The importance of monitoring your server access logs
We recently had a client come to us with random performance problems on their site. The site is a low traffic brochure site on a shared hosting account. Most of the time the site performs reasonably well. However, there are mysterious times where the site slows down to a crawl. This reached a critical point Friday afternoon and their hosting provider shut down the site for using too many server resources.
The apparent randomness of the issue suggested that it may be related to spikes in traffic to the site. However Google Analytics didn't show any corresponding traffic spikes.
Our next step was to look at the raw Apache access log files. When we did this, we found that there were some very significant spikes of requests to the user login page of the site, apparently caused by bots. We identified this Friday evening and worked on a solution over the weekend to get the site back in order.
The solution in this case was to implement some basic IP address restrictions on the site login and administration pages since there was no public facing authentication requirements on the site (only site admins/content editors logged in from a few known locations).

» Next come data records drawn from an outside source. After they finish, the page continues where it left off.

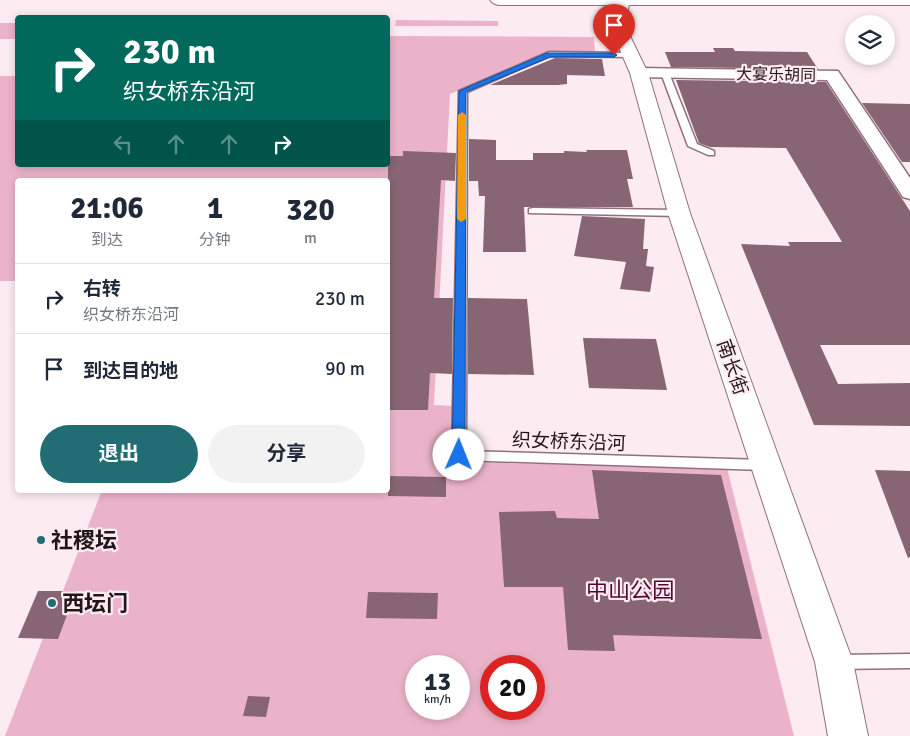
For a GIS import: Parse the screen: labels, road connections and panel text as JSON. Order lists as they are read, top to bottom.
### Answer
{
  "streets": {
    "main road": ["南长街"],
    "street": ["大宴乐胡同"],
    "lane": ["织女桥东沿河"]
  },
  "crossings": [
    ["大宴乐胡同", "南长街"],
    ["大宴乐胡同", "织女桥东沿河"],
    ["南长街", "织女桥东沿河"]
  ],
  "parks": ["中山公园"],
  "places": ["社稷坛", "西坛门"],
  "page": {
    "turn": ["230 m", "织女桥东沿河"],
    "eta": [
      "21:06",
      "到达",
      "1",
      "分钟",
      "320",
      "m"
    ],
    "list": [
      {
        "name": "右转",
        "note": "织女桥东沿河",
        "value": "230 m"
      },
      {
        "name": "到达目的地",
        "value": "90 m"
      }
    ],
    "buttons": ["退出", "分享"],
    "speed": "13 km/h",
    "limit": "20"
  }
}
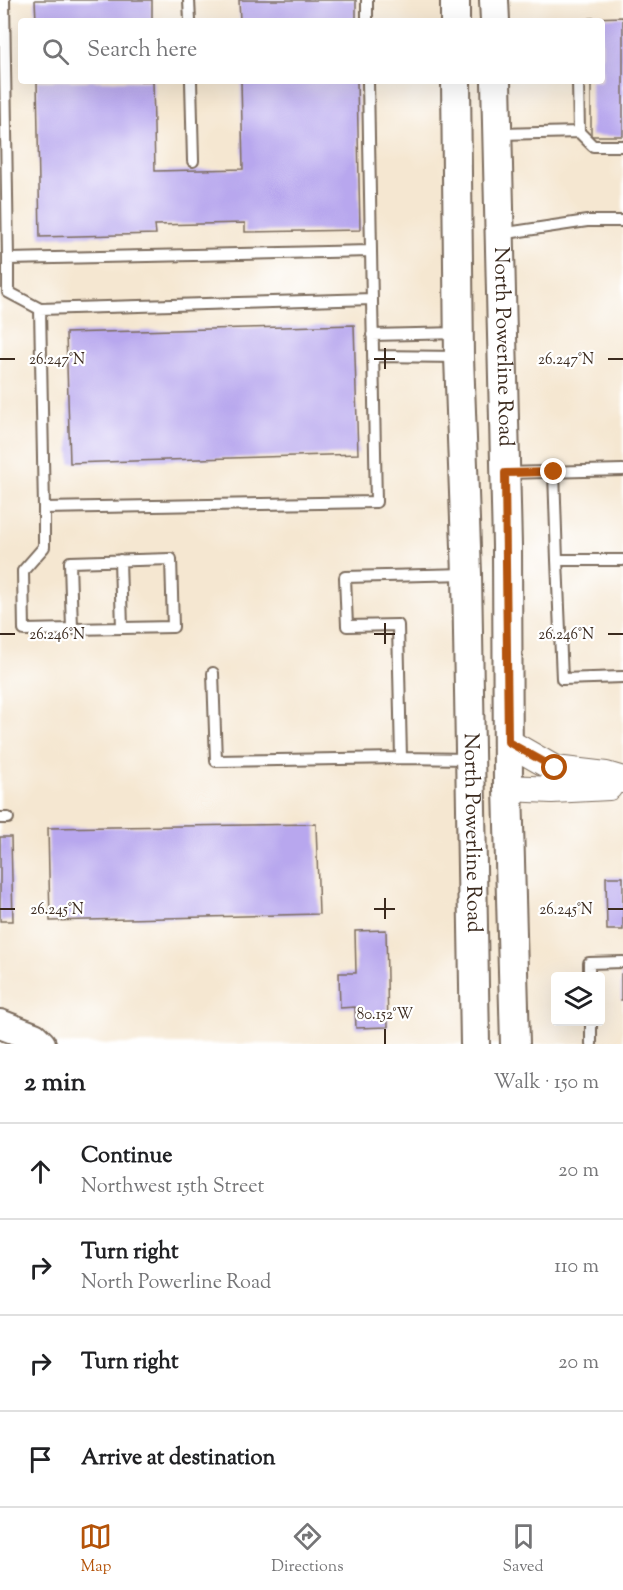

This simple change reduced the site page request traffic from over 5,000 page requests per day to about 1,000 page requests per day (which corresponds with their Google Analytics traffic reports).
The take away from this is a reminder that while Google Analytics is a fantastic tool for seeing what the legitimate traffic to your website is doing, you need to dig down into your server access logs to really see what's going on to ensure the health of your web infrastructure.